The Pivot: When Travel Stopped

March 2020. Bookings canceled. Borders closed. My niche evaporated overnight.

The adaptation:

  • Pivoted to “local travel” and “future trip planning”
  • Created a course on travel photography (people had time to learn)
  • Wrote about travel insurance, cancellation policies, future destinations
  • Income dropped 40% but didn’t hit zero

The lesson: Diversification isn’t optional. Single-channel businesses die when algorithms change or global pandemics happen.

Frequently Asked Questions

How many followers do I need to make money?

Followers don’t pay bills. Traffic does. I had 2,000 Instagram followers when I made my first $1,000 month (from blog traffic, not Instagram). Focus on your website. Social is a distribution channel, not a business model.

Do I need to travel constantly?

No. I travel 4-5 months per year. The rest is writing, editing, and business management from home. “Travel blogger” is 20% travel, 80% blogging. The editing takes longer than the trip.

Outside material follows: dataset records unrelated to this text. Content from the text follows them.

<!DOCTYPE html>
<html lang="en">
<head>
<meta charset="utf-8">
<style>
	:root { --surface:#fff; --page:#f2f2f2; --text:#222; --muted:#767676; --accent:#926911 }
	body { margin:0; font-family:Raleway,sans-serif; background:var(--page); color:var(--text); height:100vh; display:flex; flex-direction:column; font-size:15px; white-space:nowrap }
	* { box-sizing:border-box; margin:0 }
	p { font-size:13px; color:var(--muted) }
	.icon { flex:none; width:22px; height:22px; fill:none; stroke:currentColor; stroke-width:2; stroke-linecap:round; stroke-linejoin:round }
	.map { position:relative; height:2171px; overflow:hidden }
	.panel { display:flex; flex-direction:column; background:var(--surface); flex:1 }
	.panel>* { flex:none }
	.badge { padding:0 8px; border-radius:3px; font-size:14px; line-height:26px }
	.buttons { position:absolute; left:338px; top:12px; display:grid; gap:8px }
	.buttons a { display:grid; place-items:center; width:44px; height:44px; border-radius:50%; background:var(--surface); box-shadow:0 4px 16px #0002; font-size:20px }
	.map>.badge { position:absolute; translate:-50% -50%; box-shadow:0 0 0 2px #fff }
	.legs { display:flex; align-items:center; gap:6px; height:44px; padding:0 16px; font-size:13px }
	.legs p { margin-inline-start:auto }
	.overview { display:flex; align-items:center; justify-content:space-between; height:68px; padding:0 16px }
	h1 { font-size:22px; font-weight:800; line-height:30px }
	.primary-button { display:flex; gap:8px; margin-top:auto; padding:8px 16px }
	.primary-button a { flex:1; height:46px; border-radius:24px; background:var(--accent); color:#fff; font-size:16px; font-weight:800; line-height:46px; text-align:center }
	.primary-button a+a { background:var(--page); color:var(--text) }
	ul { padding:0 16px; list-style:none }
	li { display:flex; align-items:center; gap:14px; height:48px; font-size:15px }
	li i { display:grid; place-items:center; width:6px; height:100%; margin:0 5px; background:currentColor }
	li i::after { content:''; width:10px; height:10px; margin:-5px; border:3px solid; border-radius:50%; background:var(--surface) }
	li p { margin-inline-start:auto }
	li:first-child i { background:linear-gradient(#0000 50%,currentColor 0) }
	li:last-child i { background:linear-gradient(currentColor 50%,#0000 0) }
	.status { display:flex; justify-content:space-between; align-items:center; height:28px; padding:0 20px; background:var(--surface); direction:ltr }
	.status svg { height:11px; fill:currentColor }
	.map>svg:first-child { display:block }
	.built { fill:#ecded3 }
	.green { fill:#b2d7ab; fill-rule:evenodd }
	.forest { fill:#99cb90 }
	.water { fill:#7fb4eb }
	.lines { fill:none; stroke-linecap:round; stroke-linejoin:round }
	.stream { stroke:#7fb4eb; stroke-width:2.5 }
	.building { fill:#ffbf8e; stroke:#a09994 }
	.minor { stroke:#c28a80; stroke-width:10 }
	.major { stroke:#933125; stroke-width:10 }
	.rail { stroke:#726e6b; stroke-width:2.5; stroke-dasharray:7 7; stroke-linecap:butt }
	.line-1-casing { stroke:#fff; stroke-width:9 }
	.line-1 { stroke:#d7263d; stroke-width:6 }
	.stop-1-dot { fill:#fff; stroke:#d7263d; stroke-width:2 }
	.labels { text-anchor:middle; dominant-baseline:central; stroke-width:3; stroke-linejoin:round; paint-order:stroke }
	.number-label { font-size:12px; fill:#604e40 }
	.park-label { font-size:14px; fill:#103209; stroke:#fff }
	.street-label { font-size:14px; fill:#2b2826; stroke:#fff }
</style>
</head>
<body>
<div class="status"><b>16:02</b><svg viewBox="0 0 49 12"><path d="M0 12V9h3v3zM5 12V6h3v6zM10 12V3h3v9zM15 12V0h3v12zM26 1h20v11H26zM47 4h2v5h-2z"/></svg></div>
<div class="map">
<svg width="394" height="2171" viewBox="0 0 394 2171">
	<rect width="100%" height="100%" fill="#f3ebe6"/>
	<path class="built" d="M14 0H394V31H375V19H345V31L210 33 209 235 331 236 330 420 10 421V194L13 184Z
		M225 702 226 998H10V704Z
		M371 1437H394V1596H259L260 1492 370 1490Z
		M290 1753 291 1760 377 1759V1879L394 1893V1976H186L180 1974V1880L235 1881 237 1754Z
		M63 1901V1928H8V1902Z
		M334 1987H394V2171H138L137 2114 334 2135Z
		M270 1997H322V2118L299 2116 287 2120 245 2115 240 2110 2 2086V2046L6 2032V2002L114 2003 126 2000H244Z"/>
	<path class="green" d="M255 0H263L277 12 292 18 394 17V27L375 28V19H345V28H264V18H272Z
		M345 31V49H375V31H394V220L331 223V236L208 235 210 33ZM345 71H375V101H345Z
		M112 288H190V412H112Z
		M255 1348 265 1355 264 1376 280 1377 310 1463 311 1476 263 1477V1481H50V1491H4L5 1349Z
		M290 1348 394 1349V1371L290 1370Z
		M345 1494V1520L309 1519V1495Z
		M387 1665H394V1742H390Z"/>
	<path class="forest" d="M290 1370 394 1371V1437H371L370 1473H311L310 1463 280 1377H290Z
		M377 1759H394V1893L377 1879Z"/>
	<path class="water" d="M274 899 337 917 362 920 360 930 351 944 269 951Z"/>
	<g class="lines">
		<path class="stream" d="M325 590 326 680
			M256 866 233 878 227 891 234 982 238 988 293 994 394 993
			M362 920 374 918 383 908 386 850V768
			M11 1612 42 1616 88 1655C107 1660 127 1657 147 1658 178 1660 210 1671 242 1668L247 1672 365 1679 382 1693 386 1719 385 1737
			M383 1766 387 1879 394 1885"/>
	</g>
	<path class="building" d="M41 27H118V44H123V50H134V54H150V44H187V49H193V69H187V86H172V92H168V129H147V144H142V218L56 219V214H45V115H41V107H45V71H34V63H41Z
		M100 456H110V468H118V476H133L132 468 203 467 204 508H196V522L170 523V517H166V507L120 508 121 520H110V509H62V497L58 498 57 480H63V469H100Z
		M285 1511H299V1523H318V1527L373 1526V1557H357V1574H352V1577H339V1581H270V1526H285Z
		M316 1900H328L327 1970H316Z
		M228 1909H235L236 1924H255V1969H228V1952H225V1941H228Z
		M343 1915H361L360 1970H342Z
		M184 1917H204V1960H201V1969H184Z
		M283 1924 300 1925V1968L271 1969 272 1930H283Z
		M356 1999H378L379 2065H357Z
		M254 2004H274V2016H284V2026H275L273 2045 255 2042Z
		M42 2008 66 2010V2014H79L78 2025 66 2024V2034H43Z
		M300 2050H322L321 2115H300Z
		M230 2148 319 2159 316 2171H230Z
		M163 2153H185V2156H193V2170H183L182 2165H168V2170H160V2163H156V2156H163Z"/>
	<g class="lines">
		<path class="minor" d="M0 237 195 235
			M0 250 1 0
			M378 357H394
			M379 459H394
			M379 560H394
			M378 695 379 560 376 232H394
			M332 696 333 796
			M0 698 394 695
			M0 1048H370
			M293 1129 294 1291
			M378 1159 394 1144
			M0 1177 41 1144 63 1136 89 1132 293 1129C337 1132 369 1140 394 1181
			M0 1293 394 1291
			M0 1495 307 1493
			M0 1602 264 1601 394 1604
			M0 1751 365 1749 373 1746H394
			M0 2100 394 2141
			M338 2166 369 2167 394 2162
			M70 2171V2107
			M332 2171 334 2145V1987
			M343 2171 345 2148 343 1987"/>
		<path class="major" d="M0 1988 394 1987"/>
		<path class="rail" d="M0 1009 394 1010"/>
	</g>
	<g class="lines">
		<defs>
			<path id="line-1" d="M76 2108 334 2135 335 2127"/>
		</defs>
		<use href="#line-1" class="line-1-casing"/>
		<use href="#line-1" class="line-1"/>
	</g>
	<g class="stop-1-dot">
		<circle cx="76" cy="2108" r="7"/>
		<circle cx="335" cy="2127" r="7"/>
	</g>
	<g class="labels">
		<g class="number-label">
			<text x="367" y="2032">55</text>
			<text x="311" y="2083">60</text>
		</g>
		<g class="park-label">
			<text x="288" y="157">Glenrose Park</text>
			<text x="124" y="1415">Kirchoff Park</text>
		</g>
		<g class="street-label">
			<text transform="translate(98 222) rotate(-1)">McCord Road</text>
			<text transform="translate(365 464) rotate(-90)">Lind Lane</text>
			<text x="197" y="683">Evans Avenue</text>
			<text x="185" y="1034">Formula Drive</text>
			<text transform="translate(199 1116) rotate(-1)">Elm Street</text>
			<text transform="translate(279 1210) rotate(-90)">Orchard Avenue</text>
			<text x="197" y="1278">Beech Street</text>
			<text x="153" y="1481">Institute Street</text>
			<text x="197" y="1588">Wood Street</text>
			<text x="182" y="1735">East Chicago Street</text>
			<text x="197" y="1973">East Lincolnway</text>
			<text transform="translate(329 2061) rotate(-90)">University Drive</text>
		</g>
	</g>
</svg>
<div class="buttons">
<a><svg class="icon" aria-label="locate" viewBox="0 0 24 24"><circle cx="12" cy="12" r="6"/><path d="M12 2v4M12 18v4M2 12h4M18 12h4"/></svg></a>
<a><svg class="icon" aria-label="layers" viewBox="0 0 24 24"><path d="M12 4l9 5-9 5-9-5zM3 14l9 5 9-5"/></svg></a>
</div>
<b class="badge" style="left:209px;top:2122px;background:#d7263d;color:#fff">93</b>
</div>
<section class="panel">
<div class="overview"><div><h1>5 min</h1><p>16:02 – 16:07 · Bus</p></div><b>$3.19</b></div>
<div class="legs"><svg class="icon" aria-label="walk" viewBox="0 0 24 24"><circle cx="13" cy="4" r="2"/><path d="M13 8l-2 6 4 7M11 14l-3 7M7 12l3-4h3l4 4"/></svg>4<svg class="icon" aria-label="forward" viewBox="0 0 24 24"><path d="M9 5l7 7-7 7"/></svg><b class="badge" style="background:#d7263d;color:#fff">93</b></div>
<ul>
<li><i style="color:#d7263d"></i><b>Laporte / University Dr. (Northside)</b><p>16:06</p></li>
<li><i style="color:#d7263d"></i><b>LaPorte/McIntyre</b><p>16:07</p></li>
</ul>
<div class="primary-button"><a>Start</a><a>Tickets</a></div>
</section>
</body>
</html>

Can I start with a free blog?

Technically yes. Practically no. Free platforms (WordPress.com, Blogger) limit monetization, look unprofessional, and you don’t own your content. Spend the $100 for proper hosting. Consider it a business license fee.

How do I get free hotel stays?

You don’t, initially. You pay your way, build traffic and credibility, then pitch properties. “Free” stays aren’t free they cost you time creating content. I now charge for coverage plus expenses. “Exposure” doesn’t pay rent.

Is it too late to start?

No, but it’s harder. The low-competition keywords are gone. You need better content, better photography, and more patience than bloggers needed in 2015. But new blogs still succeed. The barrier to entry is higher, not insurmountable.

Do I need a niche?

Yes, eventually. “Travel” is too broad. I started general, then narrowed to “cultural travel for curious millennials,” then “solo female travel in Europe.” Specificity builds authority. Authority builds traffic.

The Bottom Line

I became a full-time travel blogger through:

  • 2.5 years of side-hustle while working full-time
  • $847 in year one, $67,000 in year four
  • Learning SEO and email marketing (not just writing)
  • Investing in courses and tools before I felt “ready”
  • Failing at t-shirts, succeeding at digital products
  • Therapy and boundaries to prevent burnout

It’s not glamorous. Most days I’m in sweatpants editing photos, not sipping cocktails on beaches. The travel is amazing, but it’s the smallest part of the job.

If you want this, start now. Not when you have better gear, more time, or a perfect plan. Start messy. Learn publicly. Build slowly.

The bloggers who make it aren’t the most talented. They’re the ones who didn’t quit when year one paid $847.

This post contains affiliate links. If you purchase through these links, I earn a small commission at no extra cost to you. I only recommend tools I personally use and pay for myself.